» **WORK INSTRUCTION**: Copy every line of the data in which the word "rule" occurs.

» **STUDY MATERIAL**:
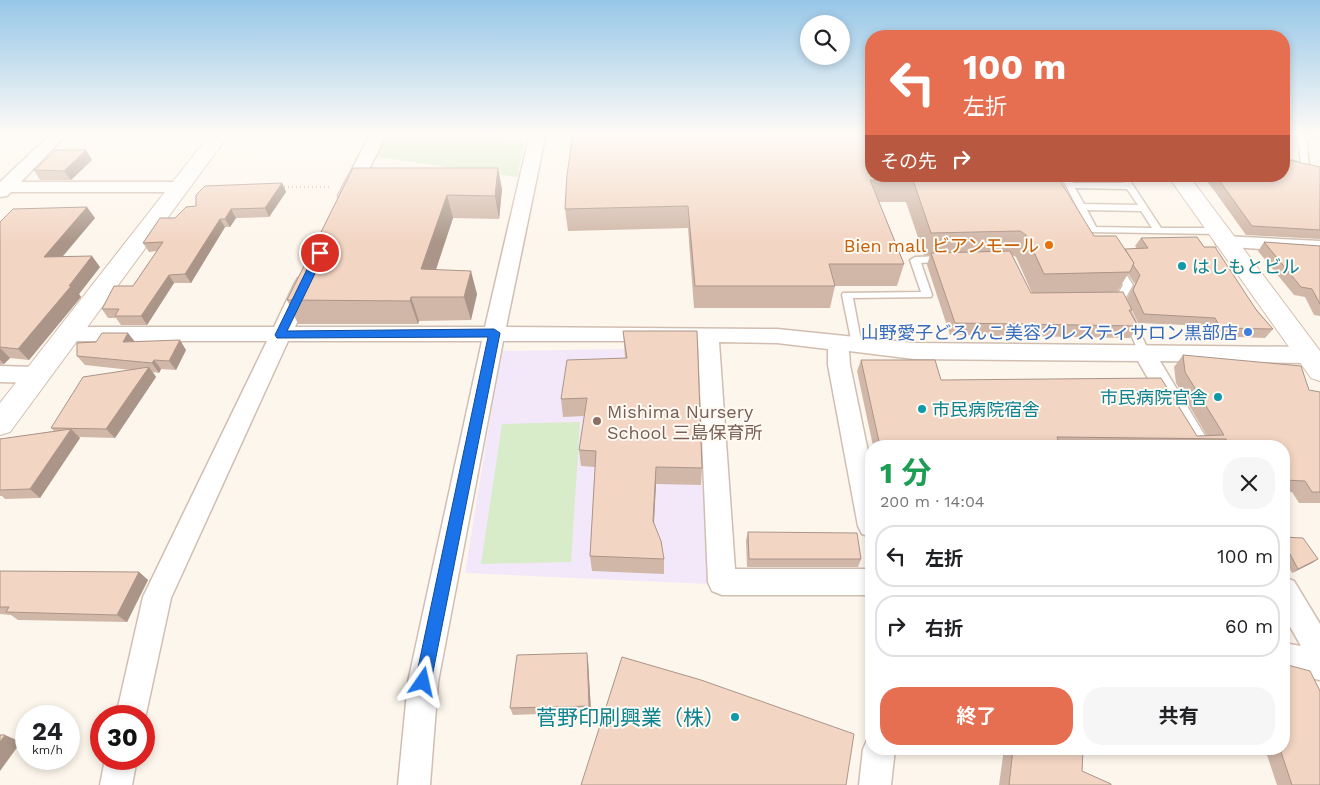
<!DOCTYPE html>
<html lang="ja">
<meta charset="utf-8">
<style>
:root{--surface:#fff;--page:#f6f6f6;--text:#202124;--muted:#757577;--line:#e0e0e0;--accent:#e76f51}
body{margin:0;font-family:"Work Sans","Noto Sans JP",sans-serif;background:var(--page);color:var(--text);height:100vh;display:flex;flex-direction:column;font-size:19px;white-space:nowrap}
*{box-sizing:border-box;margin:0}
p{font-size:16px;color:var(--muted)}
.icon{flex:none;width:28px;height:28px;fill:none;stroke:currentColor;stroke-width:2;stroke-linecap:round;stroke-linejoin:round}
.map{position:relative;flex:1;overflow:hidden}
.side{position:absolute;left:865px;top:440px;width:425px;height:315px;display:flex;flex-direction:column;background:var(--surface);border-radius:20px;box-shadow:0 2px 8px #0003}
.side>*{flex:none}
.banner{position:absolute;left:865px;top:30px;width:425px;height:152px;border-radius:20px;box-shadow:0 2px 8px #0003;background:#e76f51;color:#fff;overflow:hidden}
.buttons{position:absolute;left:800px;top:15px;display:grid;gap:10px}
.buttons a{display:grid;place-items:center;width:50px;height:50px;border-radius:50%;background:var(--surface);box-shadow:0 2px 8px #0003;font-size:25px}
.speed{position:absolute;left:15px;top:705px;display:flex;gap:10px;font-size:25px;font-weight:700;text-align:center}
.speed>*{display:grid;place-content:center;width:65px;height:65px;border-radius:50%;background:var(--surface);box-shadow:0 2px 8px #0003;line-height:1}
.speed small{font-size:12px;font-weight:400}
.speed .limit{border:8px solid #d22;background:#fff;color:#111}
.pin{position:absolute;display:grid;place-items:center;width:42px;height:42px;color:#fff;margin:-21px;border:2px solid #fff;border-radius:50%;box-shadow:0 1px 5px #0007}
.me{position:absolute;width:55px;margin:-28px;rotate:11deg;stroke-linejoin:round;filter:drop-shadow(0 0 4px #0008)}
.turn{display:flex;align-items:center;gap:18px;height:105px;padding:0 15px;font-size:22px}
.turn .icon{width:65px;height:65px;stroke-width:2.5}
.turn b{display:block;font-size:35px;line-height:42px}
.then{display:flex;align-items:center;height:48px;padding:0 15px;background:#0003;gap:10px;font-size:19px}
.round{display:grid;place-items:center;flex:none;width:52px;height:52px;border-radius:20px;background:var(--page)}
.summary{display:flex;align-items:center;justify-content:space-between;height:85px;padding:0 15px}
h1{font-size:30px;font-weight:700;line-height:38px;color:#1e9e55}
.action{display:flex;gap:10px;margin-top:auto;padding:10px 15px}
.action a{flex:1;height:58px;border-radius:20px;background:var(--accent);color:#fff;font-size:20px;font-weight:700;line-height:58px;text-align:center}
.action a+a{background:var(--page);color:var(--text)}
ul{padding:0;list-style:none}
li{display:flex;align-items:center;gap:15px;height:62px;margin:0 10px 8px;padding:0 5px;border:2px solid var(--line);border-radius:20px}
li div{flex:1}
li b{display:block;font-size:19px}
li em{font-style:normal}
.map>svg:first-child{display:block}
.education{fill:#f3e8fa}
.green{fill:#d8ecc9}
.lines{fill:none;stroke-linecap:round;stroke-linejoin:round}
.service-casing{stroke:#d1beb0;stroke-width:3}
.minor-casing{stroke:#d1beb0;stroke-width:3}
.tertiary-casing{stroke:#d1beb0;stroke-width:2}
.secondary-casing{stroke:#d6c0b0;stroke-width:2}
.path{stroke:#d9b8a5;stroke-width:2.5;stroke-dasharray:1 3;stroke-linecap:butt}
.service{fill:#fff;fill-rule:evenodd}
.minor{fill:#fff;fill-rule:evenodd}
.tertiary{fill:#fff;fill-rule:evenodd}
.secondary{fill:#fff;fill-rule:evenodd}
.wall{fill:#d1b7a8;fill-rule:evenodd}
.shaded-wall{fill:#aa9588}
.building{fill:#f3d5c3;stroke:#aa9588}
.route{fill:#1a73e8;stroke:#114b97}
.food-dot{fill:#e8710a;stroke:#fffaf3;stroke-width:2}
.culture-dot{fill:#0f9aa8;stroke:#fffaf3;stroke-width:2}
.shop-dot{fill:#3f7fe0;stroke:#fffaf3;stroke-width:2}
.education-dot{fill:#8d6e63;stroke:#fffaf3;stroke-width:2}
.labels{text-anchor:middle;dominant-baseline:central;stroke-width:4;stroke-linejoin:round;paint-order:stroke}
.food-label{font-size:18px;fill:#c56008;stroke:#fffaf3;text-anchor:end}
.culture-label{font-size:18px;fill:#0d838f;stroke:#fffaf3;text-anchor:start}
.shop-label{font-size:18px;fill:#366cbe;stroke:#fffaf3;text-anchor:end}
.education-label{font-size:18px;fill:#785e54;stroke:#fffaf3;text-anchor:start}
.near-culture-label{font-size:21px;fill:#0d838f;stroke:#fffaf3;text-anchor:end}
</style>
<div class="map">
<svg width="1320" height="785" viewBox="0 0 1320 785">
<rect width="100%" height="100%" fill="#fdf6ec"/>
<!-- education -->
<path class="education" d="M624 349H701L710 566 707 584 465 573 501 351Z"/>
<!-- green -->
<g class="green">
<path d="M382 133H469L525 139 517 177 371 156Z"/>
<path d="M580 422 571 562 481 564 502 424Z"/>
</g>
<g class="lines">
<defs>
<g id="service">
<path d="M1298 133H1306L1309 168 1284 163V159L1301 163Z"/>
<path d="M1310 133H1320V137L1311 135Z"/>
<path d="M1061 176H1069L1073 183H1124L1119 176H1127L1161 228H1216L1221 231 1216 234 1090 232ZM1075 188 1127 189 1138 205 1084 204ZM1087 210 1141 211 1152 228 1096 227Z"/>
<path d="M944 256 947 257V261L921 263 932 295 931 297 853 298 862 346 857 350 853 349 842 295 843 293 921 292 910 260 915 257Z"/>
<path d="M1117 264 1120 265 1133 285 1125 299 1150 354 1149 357H1141L1115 299 1123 285 1112 267Z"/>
</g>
<g id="minor">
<path d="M52 133H68L21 182H180L186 183 189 187 186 191 180 192H11L7 196 0 197V182Z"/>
<path d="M371 133H387L356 196 353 200H341L338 196Z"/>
<path d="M530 133H546L506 327 777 329 914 343 1308 347 1316 350 1319 355 1316 360 1308 363 1160 361 1211 446H1187L1138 361 914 359 849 351 850 365 871 466V537L862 534 858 526 828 365V349L777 343 719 342 735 569H871V595H722L712 591 708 582 698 341H503L438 682 430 785H398L408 682 482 341H288L171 598 144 723V716H116L143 597 267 341H66L59 339 56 334 59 329 66 327H274L295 283 298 278 305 277 312 278 315 283 295 327H485Z"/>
<path d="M1224 236 1320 241V253L1217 246 1215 242 1217 238Z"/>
<path d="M0 366 36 367 44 369 47 375 44 381 36 383 0 382Z"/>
<path d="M1284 577 1294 581 1320 624V680L1284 673V643L1301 646 1284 616Z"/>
<path d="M871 736V749H895L891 785H859L863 749 868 738Z"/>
<path d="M105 759H137L132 785H100Z"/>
</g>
<path id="tertiary" d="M211 133H230L10 432 0 435V403Z"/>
<path id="secondary" d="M1168 176H1189L1320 351V381L1311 378Z"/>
</defs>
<!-- service casing -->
<use href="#service" class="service-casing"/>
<!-- minor casing -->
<use href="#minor" class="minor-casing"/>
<!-- tertiary casing -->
<use href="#tertiary" class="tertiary-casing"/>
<!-- secondary casing -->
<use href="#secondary" class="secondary-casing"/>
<!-- path -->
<path class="path" d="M280 187H329"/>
<!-- service -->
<use href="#service" class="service"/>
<!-- minor -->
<use href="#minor" class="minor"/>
<!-- tertiary -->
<use href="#tertiary" class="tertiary"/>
<!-- secondary -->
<use href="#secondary" class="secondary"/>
</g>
<!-- wall -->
<g class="wall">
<path d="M86 150 92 160 71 180H40L34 170Z"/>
<path d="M1320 167V239L1246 235 1213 189 1203 176H1284Z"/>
<path d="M353 168H498L502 190 499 219 453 218 436 270 477 294 471 320 419 321 418 324H298L287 300Z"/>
<path d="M871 176H1057L1094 236 1125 249H1137L1135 246 1141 238 1204 247 1273 329 1265 338 1214 336 1208 326 1138 323 1127 299 1135 284 1128 274 1117 292 1132 310 1130 313 1138 326 1130 338 950 335 927 265 930 255H924L906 202H879L904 264 897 286H835L830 308H694L688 228 568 231 565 209ZM1012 255 1016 257 1032 293H1031Z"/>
<path d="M282 183 286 192 269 217 236 218 230 227H225L191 283H174L147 325H121L116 318H108L102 309 133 286 157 251 149 252 143 243 175 218Z"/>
<path d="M95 218 62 256 100 267 79 294 81 297 29 360 10 358 4 364 0 365V222Z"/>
<path d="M1264 242 1320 246V316L1314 315 1305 297 1294 295 1258 251Z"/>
<path d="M623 331 702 468 701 485 656 484 654 524 664 559V574L592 571 590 556 595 467 581 466 579 450 585 416 563 417 561 399 625 358Z"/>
<path d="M134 341 186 350 176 370 161 369 159 373 153 372 156 377 115 438 79 437 80 438 40 498 5 499 2 496H0V439L54 431 51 428 131 370 85 365 77 356Z"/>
<path d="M1183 355 1309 390 1320 392V503H1299L1292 492H1284V446H873L857 371 861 360 941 380 1197 436H1207L1176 383 1174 367Z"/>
<path d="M748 532 861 559 858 567H747L746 540Z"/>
<path d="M1284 537 1318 559 1312 563 1292 573 1284 557Z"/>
<path d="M0 571 139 572 148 580 127 622 18 620 11 615 0 614Z"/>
<path d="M588 660 591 712 513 715 510 708Z"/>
<path d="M1004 749H1083L1082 771 1111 785H999Z"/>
<path d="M1250 749H1284L1320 785H1277L1266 752Z"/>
</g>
<!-- shaded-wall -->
<g class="shaded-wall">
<path d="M86 150 92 160 71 180 64 171Z"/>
<path d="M498 168 502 190 499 219 495 196Z"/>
<path d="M282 183 286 192 269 217 265 208Z"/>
<path d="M447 195 453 218 428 293 421 269Z"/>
<path d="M87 207 95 218 53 268 44 257Z"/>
<path d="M231 209 236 218 230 227 225 219Z"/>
<path d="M220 219 225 227 191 283 185 274Z"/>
<path d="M92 256 100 267 79 294 81 297 29 360 18 349Z"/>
<path d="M471 271 477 294 471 320 464 297Z"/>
<path d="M169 275 174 283 147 325 141 316Z"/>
<path d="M411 297 419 321 418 324 410 301Z"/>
<path d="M128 333 136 343 123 342Z"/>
<path d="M180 340 186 350 176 370 169 361Z"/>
<path d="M0 348 10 358 4 364 0 360Z"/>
<path d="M154 360 161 369 159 373 152 363Z"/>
<path d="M149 367 156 377 115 438 106 429Z"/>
<path d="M71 429 80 438 40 498 30 489Z"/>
<path d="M656 467V484L653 537V521Z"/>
<path d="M1318 559 1312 563 1292 573 1298 569Z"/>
<path d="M139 572 148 580 127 622 117 615Z"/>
<path d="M587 653 588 660 591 712 589 706Z"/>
<path d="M5 735 21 742 0 771V742Z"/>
</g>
<!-- building -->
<g class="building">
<path d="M573 133H871V176H1057L1094 236H1116L1134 263 1130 272 1044 274 1026 235 1020 231 931 233 913 180H870L904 264H829L835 286H695L688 206 565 209 567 175Z"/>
<path d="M56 150H86L64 171 34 170Z"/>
<path d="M1284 159 1320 167V230L1252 226 1216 176H1284Z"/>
<path d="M353 168H498L495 196 447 195 421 269 471 271 464 297H411L410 301 287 300Z"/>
<path d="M282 183 265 208 231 209 225 219H220L185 274 169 275 141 316H115L119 309H102L114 286H133L163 242 143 243 160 218H175L186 207 196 206V195L205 186Z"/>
<path d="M87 207 44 257 92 256 69 286 72 285 18 349 0 347V222L13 209Z"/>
<path d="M1197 237 1204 247H1215L1257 311 1273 329 1221 328 1215 318 1144 314 1133 290 1140 275 1133 265 1134 263 1125 249 1148 248 1141 238Z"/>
<path d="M1264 242 1320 246V304L1312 289 1301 287Z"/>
<path d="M1010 251 1031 293 1123 292 1132 310H1129L1138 326 955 323 931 253Z"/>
<path d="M623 331H697L702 468 656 467 653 521 661 541 664 559 590 556 596 451 579 450 587 398 561 399 567 360 627 358Z"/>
<path d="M102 333H128L123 342 180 340 169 361 154 360 152 363 77 356V343L96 342Z"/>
<path d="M1183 355 1301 366 1309 390 1320 392V492H1312L1305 481 1284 480V446H1231L1226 439 1057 437 1060 446H880L861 360H935L941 380 1161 378 1197 436 1224 435 1185 372Z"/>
<path d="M149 367 106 429 51 428 83 377Z"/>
<path d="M71 429 30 489 0 490V439Z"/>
<path d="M748 532 857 533 861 559H749Z"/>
<path d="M1284 537 1303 538 1318 559 1298 569 1284 543Z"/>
<path d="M0 571 139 572 117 615 6 612 9 607H0Z"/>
<path d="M587 653 589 706 510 708 517 655Z"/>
<path d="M622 657 701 680 854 734 846 785H581Z"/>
<path d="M1284 664 1310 671 1320 691V785H1292L1280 749H1284Z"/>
<path d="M0 735H5L0 742Z"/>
<path d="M1013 749H1083L1082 771 1111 784V785H1009Z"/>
</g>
<!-- sky -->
<linearGradient id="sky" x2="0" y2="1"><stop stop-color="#97c7e8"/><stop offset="0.55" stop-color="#fefbf6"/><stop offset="1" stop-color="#fefbf6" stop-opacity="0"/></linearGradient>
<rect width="1320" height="243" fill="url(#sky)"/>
<!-- route -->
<path class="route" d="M320 250 325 253 287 331 494 329 500 333 431 682 428 688 423 690 418 688 415 682 488 337 277 338 275 335 315 253Z"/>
<!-- markers -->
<circle class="food-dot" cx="1049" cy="245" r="5"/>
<g class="culture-dot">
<circle cx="1182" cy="266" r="5"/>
<circle cx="1218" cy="397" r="5"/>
<circle cx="922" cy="409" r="5"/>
<circle cx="735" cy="717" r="5"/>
</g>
<circle class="shop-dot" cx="1248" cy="332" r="5"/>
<circle class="education-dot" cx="597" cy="421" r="5"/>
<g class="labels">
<!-- food labels -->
<g class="food-label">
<text x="1039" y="245">Bien mall ビアンモール</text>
</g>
<!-- culture labels -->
<g class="culture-label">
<text x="1192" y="266">はしもとビル</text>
<text x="1208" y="397" text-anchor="end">市民病院官舎</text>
<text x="932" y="409">市民病院宿舎</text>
</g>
<!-- shop labels -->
<g class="shop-label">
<text x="1238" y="332">山野愛子どろんこ美容クレスティサロン黒部店</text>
</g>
<!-- education labels -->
<g class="education-label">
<text x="607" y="411">Mishima Nursery<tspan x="607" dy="21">School 三島保育所</tspan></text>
</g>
<!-- near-culture labels -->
<g class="near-culture-label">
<text x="725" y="717">菅野印刷興業（株）</text>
</g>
</g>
</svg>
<div class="buttons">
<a><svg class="icon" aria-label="search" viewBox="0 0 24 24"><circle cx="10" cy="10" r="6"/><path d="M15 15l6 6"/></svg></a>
</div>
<div class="speed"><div>24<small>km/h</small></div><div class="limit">30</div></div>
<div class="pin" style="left:320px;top:253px;background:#d93025"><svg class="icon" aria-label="arrive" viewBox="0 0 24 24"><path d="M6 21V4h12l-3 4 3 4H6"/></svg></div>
<svg class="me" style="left:423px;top:682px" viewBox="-20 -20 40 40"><path d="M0-17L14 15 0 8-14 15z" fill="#1a73e8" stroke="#fff" stroke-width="4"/></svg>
<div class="banner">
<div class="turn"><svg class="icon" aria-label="left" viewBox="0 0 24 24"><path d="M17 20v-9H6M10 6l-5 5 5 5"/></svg><div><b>100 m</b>左折</div></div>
<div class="then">その先<svg class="icon" aria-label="right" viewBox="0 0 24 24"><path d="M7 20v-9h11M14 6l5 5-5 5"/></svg></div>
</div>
<section class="side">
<div class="summary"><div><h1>1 分</h1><p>200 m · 14:04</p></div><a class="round"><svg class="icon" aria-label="close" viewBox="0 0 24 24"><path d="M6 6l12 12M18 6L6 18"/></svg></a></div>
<ul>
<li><svg class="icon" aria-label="left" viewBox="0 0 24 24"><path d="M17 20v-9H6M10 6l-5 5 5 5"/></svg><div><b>左折</b></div><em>100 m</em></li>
<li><svg class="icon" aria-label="right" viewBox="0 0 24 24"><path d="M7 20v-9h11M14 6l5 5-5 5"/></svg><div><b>右折</b></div><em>60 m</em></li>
</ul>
<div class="action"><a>終了</a><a>共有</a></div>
</section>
</div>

» **SOLUTION BELOW**:
.service{fill:#fff;fill-rule:evenodd}
.minor{fill:#fff;fill-rule:evenodd}
.tertiary{fill:#fff;fill-rule:evenodd}
.secondary{fill:#fff;fill-rule:evenodd}
.wall{fill:#d1b7a8;fill-rule:evenodd}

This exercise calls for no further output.